Bridget le tendió un peine sonriendo burlona.
—Toma, pequeña, ninguna de nosotras tiene piojos. Debe de chocarte todo lo que ves aquí, pero es una casa de citas muy decente. Sabe Dios que las hay mucho peores. Además, Daisy no es tan severa como parece…
—Pero… dónde… ¿dónde están ahora? —titubeó Kathleen—. Todas las chicas… y los hombres.
Bridget rio.
—Los clientes, gracias a Dios, están en sus casas. Aquí no dejamos que duerma ninguno. Y las chicas están en sus habitaciones. La mayoría ha trabajado mucho por la noche. Yo no tanto, ya no se fijan en mí. Pero, aun así, Daisy me permite quedarme aquí. Cada noche casi siempre hay uno o dos tipos demasiado borrachos para ver lo vieja que soy, y además mis precios son más bajos.

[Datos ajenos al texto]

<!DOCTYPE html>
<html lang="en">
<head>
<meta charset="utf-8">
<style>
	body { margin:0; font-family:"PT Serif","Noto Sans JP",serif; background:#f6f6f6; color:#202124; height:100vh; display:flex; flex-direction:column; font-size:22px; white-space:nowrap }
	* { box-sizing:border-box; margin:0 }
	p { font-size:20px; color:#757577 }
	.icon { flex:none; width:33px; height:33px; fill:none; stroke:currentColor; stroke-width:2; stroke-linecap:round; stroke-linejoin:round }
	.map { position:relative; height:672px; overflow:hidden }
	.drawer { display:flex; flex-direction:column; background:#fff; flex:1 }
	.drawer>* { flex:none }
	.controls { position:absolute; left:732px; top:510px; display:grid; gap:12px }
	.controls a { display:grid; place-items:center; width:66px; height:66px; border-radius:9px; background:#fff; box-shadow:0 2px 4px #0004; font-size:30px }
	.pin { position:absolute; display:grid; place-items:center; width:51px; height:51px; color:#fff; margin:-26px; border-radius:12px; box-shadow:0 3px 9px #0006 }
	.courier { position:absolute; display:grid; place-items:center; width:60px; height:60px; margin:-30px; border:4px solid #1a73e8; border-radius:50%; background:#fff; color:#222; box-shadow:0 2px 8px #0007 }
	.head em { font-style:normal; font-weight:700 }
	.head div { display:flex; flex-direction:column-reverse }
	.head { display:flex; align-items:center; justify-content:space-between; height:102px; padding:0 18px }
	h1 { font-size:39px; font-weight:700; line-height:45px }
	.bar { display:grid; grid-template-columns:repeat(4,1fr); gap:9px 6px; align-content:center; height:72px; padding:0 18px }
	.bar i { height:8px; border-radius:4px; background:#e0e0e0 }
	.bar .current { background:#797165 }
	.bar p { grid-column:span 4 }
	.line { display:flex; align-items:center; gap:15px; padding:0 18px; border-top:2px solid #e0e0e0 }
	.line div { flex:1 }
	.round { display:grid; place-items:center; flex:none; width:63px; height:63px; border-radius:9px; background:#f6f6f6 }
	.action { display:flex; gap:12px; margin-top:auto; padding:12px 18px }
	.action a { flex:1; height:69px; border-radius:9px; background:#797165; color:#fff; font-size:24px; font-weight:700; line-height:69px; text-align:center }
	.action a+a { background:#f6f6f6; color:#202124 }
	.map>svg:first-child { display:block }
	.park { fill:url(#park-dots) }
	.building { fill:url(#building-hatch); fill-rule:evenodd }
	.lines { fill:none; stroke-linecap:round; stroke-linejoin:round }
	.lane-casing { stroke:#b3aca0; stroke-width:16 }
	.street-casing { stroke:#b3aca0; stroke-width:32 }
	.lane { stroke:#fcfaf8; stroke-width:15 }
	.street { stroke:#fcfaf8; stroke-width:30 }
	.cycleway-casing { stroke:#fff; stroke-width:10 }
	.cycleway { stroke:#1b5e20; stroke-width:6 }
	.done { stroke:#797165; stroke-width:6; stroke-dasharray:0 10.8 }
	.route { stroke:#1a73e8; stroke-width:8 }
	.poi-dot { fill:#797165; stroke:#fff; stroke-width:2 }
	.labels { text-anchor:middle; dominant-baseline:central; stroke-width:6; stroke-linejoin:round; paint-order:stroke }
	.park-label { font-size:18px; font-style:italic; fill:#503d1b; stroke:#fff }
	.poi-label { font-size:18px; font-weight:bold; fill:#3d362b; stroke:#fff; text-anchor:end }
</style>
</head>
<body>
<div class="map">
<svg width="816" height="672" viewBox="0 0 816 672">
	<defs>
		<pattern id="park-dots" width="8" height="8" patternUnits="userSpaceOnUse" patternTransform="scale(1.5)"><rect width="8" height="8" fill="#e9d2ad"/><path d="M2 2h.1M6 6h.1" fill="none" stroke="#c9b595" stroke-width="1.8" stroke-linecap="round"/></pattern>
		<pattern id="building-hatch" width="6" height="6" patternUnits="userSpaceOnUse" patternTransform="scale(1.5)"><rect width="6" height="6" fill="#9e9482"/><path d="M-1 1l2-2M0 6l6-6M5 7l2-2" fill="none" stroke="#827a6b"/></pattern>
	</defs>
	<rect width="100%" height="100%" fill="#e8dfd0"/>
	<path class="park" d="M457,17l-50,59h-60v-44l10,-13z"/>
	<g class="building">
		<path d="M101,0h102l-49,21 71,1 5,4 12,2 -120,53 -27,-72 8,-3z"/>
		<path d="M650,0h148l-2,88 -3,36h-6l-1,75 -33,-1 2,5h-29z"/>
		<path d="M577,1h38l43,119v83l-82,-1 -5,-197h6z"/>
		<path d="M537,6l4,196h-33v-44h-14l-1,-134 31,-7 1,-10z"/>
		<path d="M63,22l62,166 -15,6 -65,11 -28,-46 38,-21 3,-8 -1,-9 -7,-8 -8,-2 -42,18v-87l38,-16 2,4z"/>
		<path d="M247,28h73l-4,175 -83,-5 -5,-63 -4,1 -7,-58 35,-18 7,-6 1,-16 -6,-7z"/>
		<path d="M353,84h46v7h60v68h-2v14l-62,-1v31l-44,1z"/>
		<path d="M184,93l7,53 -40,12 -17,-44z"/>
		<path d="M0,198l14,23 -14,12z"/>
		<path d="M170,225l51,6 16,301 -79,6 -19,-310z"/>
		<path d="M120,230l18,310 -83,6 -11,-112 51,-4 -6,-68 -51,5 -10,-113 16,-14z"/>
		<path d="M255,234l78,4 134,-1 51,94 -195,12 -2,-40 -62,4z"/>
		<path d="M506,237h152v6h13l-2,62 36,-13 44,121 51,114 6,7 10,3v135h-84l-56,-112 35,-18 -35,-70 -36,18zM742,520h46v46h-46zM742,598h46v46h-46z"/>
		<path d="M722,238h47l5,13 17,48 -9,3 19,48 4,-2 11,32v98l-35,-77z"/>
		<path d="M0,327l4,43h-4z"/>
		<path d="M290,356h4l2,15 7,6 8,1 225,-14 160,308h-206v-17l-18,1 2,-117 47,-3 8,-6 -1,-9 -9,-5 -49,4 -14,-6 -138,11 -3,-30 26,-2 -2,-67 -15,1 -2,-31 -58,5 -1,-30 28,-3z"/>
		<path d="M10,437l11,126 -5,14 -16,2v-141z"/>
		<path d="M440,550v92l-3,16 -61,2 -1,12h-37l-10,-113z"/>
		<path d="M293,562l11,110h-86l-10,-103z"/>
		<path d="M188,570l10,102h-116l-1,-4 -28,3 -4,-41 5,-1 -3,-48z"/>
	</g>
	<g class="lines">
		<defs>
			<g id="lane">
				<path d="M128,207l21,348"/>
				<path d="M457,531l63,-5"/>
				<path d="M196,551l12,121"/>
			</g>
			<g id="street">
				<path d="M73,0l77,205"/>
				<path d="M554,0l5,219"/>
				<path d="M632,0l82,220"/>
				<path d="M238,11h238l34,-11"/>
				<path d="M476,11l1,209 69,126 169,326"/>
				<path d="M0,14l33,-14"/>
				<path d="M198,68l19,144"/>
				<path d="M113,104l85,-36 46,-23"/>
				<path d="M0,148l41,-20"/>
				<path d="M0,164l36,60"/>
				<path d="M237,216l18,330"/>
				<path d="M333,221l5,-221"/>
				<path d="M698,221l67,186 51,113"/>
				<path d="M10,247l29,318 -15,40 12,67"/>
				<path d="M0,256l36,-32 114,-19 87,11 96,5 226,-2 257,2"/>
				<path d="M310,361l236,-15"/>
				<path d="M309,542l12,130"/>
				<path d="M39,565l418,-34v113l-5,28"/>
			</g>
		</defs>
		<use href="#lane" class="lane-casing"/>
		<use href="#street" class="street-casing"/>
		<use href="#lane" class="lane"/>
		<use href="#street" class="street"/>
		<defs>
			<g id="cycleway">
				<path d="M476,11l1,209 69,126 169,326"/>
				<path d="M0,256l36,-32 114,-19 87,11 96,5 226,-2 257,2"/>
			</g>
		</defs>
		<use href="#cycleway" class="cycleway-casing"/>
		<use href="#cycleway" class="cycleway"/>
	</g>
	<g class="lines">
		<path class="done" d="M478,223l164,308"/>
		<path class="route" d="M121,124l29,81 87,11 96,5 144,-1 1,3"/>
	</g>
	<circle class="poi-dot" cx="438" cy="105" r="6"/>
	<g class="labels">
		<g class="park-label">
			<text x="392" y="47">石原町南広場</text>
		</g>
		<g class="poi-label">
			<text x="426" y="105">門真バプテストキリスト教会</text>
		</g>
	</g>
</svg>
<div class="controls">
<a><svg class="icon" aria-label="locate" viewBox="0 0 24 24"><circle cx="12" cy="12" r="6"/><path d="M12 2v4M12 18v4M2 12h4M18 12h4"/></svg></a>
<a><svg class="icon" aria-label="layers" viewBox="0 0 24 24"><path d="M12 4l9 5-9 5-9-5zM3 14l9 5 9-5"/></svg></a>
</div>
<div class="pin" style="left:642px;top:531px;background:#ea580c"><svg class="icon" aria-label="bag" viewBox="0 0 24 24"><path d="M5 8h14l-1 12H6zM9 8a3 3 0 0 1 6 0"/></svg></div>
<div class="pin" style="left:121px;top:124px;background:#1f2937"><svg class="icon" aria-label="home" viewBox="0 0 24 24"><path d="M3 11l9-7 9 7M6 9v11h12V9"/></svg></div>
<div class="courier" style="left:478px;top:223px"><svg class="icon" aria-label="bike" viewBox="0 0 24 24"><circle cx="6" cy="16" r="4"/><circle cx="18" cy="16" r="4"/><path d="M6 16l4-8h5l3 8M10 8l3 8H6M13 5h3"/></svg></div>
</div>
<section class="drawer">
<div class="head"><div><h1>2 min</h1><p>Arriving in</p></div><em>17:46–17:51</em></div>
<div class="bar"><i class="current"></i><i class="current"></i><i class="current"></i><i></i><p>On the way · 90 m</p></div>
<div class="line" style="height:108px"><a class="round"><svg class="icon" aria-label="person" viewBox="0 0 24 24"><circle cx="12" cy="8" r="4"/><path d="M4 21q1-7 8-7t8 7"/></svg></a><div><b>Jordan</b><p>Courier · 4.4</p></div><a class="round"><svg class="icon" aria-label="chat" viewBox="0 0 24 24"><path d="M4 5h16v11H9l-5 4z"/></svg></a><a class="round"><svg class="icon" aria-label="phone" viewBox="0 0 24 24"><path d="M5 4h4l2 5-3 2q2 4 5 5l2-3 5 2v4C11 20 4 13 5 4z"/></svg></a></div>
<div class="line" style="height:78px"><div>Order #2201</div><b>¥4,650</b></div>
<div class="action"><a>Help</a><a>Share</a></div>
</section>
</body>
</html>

Y si no, limpio un poco y vigilo que todo esté en orden. ¿Estás lista, pequeña? Debemos echar un vistazo en la prisión, antes de que trasladen quizás a Dublín a tu tortolito.
Kathleen apenas se peinó y volvió a cubrirse con el chal. Una buena idea, pues cuando salió a la calle con su nueva amiga hacía un frío tremendo.
—Tu tortolito se congelará en la celda —dijo apenada Bridget—. ¿Tienes algo de dinero?
Kathleen no sabía qué responder. Por una parte, Harry le había advertido que no mencionara la bolsa; pero, por otra, Bridget no tenía aspecto de ladrona.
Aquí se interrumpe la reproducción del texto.